==== Record extracts

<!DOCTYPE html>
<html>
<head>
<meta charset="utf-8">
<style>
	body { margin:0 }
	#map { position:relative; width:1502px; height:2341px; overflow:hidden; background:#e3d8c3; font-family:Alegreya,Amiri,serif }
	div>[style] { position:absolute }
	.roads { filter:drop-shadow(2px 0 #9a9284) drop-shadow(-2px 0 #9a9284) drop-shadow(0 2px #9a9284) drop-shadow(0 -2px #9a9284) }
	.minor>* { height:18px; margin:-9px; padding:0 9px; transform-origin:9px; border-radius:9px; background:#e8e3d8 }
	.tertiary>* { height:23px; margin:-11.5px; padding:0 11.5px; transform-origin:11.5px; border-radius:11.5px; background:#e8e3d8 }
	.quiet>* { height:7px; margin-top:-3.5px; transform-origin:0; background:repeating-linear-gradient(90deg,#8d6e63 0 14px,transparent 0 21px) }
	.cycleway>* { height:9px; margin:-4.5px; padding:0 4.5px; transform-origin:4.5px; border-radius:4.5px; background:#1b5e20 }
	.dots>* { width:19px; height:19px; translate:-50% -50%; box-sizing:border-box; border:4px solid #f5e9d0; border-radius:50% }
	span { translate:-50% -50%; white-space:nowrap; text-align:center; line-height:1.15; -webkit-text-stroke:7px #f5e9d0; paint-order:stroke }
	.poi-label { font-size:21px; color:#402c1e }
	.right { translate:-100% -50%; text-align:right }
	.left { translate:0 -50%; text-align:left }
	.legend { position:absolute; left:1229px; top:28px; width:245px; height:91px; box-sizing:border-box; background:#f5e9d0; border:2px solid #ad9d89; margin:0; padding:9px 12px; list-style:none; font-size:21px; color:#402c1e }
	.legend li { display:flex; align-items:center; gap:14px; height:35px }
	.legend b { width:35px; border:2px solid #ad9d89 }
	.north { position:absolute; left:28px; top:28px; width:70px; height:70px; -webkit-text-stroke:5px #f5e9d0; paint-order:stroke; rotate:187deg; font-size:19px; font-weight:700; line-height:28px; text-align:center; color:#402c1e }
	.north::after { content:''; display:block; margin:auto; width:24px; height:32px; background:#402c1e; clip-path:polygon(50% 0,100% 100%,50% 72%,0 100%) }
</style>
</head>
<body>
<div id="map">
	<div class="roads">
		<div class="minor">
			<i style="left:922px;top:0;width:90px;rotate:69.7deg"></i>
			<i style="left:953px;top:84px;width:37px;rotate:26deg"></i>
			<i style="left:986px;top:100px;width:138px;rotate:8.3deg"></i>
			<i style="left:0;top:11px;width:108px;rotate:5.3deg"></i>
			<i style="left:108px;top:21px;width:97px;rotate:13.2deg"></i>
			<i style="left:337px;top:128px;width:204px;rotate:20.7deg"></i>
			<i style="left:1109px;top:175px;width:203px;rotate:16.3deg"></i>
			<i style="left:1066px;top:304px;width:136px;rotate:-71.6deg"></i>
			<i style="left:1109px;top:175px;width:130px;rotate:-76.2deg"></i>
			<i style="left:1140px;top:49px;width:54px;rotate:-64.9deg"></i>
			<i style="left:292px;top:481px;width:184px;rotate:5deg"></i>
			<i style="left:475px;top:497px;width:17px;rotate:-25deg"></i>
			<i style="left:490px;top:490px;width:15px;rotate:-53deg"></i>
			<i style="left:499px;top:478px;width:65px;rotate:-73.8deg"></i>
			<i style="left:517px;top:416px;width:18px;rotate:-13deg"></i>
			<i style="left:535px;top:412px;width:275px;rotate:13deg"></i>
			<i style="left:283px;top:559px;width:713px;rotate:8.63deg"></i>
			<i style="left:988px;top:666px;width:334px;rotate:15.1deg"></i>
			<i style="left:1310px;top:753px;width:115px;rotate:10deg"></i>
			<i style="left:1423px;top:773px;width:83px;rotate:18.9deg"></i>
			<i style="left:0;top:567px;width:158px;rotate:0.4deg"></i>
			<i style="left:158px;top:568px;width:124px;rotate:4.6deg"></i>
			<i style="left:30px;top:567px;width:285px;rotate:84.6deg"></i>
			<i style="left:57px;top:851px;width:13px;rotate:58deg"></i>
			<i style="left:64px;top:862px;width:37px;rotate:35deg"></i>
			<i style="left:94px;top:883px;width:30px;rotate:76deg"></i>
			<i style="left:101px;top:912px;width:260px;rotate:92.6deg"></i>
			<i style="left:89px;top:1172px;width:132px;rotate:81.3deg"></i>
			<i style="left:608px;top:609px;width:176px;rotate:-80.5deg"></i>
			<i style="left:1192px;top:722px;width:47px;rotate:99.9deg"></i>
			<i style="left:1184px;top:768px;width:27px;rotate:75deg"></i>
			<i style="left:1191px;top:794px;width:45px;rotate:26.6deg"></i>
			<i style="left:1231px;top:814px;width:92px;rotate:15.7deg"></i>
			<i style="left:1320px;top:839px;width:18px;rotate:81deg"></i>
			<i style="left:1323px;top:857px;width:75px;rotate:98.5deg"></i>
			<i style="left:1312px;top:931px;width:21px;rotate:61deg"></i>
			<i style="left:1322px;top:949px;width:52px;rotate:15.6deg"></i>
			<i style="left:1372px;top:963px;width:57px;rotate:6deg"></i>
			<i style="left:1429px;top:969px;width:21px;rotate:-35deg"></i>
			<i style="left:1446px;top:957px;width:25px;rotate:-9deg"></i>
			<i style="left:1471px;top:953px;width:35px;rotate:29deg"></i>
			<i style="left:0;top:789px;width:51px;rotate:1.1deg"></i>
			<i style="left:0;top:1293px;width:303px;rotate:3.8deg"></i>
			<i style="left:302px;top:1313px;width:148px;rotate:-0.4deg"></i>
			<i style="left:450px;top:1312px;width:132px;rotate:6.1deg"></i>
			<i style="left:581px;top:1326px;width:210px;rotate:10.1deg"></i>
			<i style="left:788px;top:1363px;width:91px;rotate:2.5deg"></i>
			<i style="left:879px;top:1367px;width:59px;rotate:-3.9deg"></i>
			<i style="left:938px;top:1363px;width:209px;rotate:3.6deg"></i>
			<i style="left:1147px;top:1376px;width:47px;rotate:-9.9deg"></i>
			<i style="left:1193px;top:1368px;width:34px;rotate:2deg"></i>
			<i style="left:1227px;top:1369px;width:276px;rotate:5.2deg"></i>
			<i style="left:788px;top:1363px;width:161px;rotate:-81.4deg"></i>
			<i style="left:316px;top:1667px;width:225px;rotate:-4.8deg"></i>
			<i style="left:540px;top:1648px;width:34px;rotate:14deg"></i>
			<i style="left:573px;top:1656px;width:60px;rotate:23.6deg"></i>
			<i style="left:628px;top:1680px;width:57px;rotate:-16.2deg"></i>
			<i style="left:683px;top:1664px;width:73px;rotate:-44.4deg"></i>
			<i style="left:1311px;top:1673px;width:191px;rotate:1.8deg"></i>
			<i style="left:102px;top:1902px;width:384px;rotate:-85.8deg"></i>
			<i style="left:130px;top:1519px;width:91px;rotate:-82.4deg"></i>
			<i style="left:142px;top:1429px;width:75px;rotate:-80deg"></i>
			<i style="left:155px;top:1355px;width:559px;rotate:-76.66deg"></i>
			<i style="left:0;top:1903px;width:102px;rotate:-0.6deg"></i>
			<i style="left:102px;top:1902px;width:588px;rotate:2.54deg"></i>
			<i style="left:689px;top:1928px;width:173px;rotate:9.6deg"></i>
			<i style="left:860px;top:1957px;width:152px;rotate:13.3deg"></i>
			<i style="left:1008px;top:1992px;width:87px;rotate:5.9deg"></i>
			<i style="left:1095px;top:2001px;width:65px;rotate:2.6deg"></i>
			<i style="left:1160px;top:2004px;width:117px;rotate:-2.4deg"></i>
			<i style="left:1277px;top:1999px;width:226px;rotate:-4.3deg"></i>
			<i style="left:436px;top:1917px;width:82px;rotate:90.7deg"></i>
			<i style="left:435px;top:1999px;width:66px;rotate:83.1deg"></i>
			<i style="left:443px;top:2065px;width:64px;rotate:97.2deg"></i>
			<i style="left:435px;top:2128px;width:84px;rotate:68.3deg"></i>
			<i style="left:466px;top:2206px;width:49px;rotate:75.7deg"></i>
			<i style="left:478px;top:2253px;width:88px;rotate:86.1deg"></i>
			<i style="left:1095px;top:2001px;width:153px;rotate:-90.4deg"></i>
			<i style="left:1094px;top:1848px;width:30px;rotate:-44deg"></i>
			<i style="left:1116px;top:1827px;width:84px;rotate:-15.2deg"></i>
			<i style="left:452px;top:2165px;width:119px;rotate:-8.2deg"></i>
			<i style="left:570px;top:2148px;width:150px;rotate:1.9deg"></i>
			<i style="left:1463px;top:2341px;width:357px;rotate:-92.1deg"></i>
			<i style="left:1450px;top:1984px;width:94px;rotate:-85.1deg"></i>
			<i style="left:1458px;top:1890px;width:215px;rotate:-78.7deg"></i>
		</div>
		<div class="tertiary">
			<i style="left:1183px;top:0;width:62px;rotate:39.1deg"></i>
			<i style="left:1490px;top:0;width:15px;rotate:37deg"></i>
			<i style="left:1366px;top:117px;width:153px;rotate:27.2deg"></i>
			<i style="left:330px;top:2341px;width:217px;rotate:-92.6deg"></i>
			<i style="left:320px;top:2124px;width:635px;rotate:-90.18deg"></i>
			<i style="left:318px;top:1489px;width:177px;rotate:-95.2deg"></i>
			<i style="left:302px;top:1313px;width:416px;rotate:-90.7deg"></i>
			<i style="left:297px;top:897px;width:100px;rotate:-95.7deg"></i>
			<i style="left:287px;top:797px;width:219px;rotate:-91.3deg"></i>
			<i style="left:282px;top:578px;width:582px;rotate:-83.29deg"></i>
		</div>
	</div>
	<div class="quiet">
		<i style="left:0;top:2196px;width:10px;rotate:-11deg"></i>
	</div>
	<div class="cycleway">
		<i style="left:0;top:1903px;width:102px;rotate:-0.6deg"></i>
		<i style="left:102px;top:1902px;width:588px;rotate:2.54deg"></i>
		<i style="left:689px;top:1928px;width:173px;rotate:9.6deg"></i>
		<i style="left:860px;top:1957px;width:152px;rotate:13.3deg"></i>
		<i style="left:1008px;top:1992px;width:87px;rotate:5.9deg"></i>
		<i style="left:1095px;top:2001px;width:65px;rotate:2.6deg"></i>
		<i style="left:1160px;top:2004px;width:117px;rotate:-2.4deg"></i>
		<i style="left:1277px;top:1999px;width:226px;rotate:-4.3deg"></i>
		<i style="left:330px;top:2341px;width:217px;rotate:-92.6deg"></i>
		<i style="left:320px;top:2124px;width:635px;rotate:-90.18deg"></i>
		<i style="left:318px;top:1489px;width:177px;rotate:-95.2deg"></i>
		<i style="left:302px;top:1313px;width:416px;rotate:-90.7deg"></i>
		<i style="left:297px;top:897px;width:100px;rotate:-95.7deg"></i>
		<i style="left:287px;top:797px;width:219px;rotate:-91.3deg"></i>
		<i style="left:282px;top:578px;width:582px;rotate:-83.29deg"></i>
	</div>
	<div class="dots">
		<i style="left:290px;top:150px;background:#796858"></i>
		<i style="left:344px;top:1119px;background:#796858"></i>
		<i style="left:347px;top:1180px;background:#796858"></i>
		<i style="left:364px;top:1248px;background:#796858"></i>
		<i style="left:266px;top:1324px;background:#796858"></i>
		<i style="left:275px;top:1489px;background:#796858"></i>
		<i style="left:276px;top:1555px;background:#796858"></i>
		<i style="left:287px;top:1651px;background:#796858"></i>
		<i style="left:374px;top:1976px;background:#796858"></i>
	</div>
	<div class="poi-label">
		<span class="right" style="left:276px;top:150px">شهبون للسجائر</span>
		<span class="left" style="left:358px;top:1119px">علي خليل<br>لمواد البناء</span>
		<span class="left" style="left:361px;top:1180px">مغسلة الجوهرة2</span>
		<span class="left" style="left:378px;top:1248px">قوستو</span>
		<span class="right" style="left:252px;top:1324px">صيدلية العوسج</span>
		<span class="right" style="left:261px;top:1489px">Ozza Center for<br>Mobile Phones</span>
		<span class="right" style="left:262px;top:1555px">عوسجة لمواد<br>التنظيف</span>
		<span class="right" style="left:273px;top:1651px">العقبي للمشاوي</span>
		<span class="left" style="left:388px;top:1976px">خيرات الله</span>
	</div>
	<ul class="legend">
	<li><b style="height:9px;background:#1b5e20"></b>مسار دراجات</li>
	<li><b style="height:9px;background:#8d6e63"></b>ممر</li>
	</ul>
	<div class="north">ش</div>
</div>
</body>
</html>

========

**Work to complete:** Begin with the first line of the records and reproduce each line as is, ending with the line that holds "filter:drop-shadow(2px 0 #9a9284)".

**Answer space:**
<!DOCTYPE html>
<html>
<head>
<meta charset="utf-8">
<style>
	body { margin:0 }
	#map { position:relative; width:1502px; height:2341px; overflow:hidden; background:#e3d8c3; font-family:Alegreya,Amiri,serif }
	div>[style] { position:absolute }
	.roads { filter:drop-shadow(2px 0 #9a9284) drop-shadow(-2px 0 #9a9284) drop-shadow(0 2px #9a9284) drop-shadow(0 -2px #9a9284) }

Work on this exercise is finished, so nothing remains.